For the listing below, work out the number of lines that hold "white" and return that number alone.

════════════════

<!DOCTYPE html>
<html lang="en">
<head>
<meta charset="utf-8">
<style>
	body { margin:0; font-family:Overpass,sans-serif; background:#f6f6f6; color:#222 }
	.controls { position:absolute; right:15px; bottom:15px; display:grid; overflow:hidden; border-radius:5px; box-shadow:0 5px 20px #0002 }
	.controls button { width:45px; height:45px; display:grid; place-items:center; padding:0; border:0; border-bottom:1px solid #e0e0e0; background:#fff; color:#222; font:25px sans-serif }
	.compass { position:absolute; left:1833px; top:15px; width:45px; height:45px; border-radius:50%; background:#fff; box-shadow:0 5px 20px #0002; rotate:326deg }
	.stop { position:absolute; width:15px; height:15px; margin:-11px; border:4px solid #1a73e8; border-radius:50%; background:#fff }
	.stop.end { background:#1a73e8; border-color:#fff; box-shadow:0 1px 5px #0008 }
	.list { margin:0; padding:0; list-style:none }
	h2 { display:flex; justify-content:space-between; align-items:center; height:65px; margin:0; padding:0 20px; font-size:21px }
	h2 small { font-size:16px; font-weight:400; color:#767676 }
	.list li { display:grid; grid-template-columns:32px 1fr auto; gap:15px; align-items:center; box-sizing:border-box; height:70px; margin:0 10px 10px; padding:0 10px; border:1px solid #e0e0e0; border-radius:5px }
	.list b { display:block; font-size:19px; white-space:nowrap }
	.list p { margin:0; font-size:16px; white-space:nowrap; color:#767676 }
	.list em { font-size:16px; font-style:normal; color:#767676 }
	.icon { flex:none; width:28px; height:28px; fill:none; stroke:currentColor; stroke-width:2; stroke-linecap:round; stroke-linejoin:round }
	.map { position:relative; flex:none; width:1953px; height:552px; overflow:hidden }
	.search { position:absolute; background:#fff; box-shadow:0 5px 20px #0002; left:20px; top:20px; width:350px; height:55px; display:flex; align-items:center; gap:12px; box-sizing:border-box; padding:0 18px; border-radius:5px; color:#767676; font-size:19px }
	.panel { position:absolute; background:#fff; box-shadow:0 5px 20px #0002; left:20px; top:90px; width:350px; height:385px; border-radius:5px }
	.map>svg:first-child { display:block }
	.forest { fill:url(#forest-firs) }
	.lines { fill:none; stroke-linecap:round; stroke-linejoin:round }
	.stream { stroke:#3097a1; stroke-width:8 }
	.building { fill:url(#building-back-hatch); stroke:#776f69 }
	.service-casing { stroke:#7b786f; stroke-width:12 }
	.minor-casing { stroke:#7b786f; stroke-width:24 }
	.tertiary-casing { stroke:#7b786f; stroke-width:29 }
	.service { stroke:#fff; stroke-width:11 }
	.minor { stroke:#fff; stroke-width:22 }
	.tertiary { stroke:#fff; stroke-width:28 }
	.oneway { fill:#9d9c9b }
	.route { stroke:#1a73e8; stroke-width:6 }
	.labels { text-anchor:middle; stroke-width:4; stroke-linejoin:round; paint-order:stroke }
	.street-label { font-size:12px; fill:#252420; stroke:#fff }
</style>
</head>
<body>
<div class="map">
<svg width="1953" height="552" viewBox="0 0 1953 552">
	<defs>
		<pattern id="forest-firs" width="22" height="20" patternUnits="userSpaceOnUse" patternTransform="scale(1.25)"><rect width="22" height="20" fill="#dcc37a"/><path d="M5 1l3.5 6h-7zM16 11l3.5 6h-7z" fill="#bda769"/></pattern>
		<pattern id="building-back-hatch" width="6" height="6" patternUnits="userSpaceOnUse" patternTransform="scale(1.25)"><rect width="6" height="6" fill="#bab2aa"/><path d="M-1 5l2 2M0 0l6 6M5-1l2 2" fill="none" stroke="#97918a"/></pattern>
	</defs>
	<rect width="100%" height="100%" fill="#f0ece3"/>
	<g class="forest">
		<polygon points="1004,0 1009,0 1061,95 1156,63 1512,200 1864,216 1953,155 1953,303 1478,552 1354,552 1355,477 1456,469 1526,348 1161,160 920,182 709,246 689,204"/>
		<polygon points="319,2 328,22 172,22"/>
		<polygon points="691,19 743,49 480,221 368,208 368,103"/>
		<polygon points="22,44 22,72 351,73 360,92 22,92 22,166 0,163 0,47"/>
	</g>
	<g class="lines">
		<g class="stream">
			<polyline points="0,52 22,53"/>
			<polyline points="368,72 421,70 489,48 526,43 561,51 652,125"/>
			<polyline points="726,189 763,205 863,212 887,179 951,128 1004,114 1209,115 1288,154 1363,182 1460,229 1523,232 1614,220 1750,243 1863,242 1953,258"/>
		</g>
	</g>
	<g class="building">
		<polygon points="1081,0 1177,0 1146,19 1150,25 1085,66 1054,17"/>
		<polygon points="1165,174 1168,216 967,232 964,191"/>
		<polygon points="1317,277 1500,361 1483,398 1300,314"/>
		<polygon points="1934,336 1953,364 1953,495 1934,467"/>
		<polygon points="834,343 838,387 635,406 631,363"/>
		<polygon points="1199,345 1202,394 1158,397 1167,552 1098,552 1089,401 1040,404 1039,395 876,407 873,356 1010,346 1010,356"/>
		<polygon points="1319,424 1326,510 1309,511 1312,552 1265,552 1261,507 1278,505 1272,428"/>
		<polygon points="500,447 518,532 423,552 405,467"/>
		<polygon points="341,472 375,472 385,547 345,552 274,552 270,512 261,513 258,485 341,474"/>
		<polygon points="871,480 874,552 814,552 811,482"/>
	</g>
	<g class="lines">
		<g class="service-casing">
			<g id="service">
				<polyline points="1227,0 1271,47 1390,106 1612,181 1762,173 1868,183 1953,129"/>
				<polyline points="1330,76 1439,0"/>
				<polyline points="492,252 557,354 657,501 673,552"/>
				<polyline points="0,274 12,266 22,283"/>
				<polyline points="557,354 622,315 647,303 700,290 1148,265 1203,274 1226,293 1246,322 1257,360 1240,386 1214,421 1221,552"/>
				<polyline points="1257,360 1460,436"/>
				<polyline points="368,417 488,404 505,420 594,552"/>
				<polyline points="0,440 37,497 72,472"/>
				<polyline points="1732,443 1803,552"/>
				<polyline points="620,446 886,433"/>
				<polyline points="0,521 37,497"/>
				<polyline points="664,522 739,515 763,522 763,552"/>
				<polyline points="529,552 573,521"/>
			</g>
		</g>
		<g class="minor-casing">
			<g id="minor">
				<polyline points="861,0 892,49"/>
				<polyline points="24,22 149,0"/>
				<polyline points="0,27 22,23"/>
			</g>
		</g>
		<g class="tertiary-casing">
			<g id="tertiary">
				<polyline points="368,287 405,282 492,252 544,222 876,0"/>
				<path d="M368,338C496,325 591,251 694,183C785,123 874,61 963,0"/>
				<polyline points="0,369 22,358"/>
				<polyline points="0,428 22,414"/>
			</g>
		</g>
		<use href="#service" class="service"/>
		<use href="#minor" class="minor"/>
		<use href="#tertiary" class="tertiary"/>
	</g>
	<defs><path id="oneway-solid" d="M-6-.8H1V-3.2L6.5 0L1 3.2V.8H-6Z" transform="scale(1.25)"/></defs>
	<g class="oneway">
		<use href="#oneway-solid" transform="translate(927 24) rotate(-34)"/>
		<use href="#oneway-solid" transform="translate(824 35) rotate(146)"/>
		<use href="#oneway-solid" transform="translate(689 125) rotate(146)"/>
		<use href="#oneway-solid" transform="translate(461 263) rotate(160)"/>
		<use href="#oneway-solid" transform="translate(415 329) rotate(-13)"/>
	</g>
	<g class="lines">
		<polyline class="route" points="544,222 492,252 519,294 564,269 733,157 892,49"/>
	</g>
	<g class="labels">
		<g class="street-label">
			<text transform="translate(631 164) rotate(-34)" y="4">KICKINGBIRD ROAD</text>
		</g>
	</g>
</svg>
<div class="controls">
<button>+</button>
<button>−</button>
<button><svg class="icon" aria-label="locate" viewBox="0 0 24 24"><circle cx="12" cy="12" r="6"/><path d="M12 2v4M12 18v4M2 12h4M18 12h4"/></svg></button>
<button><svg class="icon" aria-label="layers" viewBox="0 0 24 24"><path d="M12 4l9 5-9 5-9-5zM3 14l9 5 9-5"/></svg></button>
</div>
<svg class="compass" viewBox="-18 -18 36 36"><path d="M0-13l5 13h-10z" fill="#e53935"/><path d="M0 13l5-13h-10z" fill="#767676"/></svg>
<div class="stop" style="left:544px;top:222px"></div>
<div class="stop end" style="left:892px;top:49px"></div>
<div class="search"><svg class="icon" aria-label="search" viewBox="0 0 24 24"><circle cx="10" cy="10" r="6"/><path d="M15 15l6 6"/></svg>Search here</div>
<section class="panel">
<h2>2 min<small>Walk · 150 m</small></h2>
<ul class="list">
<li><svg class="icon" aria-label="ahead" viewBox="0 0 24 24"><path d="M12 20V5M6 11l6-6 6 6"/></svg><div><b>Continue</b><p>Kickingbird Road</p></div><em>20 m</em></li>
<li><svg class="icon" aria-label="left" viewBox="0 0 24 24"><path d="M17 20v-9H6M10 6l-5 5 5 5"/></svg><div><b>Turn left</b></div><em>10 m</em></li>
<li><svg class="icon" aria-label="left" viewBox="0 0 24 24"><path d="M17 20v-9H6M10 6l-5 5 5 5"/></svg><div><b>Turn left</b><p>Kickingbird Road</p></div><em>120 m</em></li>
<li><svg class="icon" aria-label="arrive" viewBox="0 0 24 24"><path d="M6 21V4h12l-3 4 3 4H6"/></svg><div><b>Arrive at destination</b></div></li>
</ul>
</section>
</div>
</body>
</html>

════════════════

## OUTPUT BELOW
2